We have found these interfaces successful in assuring a certain level of ease of integration, but they still require that the developer have some awareness of the distributed architecture of the system being developed. As such, these interfaces are normally used to implement high performance cluster-style servers that can provide load balancing, fault-tolerance, or parallel processing.
For clients accessing such servers, our intent is to offer a very high degree of transparency, so that the developer can work without being aware that the server is using Ensemble-based tools. We also interested in providing support for managing standard (Ensemble unaware) server objects in such a way that they can achieve the high reliability of a sort similar to that available for Ensemble aware server objects. This type of transparency is achieved through the use of Ensemble-aware proxy objects at the client nodes, through high-available referral objects that manage the access to server objects and through manipulation of the binding process at the OXID services.
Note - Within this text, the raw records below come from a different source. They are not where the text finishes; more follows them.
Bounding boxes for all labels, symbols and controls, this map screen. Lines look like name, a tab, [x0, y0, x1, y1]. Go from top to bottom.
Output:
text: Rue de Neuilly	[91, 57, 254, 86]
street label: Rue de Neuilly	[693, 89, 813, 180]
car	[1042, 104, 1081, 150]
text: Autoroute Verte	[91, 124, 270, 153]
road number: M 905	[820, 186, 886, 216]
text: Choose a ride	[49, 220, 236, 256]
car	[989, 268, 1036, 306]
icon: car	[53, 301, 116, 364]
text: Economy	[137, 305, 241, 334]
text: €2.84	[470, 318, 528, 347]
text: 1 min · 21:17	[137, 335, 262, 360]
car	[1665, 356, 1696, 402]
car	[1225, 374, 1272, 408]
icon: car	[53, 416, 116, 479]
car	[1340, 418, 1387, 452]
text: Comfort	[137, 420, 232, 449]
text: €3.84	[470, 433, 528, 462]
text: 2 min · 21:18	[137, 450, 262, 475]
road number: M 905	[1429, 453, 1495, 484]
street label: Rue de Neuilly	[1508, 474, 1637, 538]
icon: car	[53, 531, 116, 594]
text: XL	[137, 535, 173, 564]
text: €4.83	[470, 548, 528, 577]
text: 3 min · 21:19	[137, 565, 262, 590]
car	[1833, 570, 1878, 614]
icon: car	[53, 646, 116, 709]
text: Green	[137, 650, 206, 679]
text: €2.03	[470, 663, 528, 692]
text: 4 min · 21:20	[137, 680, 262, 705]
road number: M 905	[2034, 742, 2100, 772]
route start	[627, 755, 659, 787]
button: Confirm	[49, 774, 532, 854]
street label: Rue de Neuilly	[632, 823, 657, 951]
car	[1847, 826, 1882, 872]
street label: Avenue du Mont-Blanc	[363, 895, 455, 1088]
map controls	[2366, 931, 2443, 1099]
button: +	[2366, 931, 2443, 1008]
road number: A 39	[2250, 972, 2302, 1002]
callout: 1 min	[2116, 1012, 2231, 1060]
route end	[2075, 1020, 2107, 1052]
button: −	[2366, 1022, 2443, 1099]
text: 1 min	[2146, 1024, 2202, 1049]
For applications that use standard DCOM interfaces, it is possible to do completely transparent replication and management. Ensemble provides a Distributed Object Container that runs as an NT service at each available server node. Operations on the container server are automatically presented to the contained objects, which see identical invocation sequences (this is called "state machine replication"). By dropping a standard DCOM object into such a container, it can be replicated with no changes at all. In the future, we plan to extend the performance and functionality of our container by providing other replication options in addition to state machine replication, and by providing functionality for managing the group of objects as a whole. Eventually, we should be able to provide a "replication wizard."
Ensemble provides two additional services that increase the reliability of the overall distributed system: a high-availability directory service, accessible through COM interfaces as well through LDAP, and a replicated object store. The latter also provides highly-available storage for persistent object state. Regular COM objects can be initialized from this high-available storage using the familiar IPersist* interface.
One of the areas for which Ensemble seems well matched is high availability cluster computing. The Ensemble tools can be used for cluster management (to achieve higher reliability both in availability and performance), and can also be used when developing applications that exploit the services of a high-availability cluster. Our research into cluster computing is looking at ways to combine the Ensemble tools with Wolfpack.
Wolfpack is a management system under development at Microsoft, which targets the market for highly available clusters of NT-servers. At present, Wolfpack provides generic application fail-over, whereby groups of applications are automatically restarted on an alternative node of the cluster in case of a failure of the first node. Selection of the alternative node is based on the (physical) resources that need to be present for the application to function. Clients using such a service experience a disconnect from the failed server, and must then reconnect to a new instance of the application running at the surviving node. Wolfpack assigns IP addresses that can migrate between the nodes with groups of cluster applications, enabling clients to use the same address to connect to a server independent of the node on which it is actually running.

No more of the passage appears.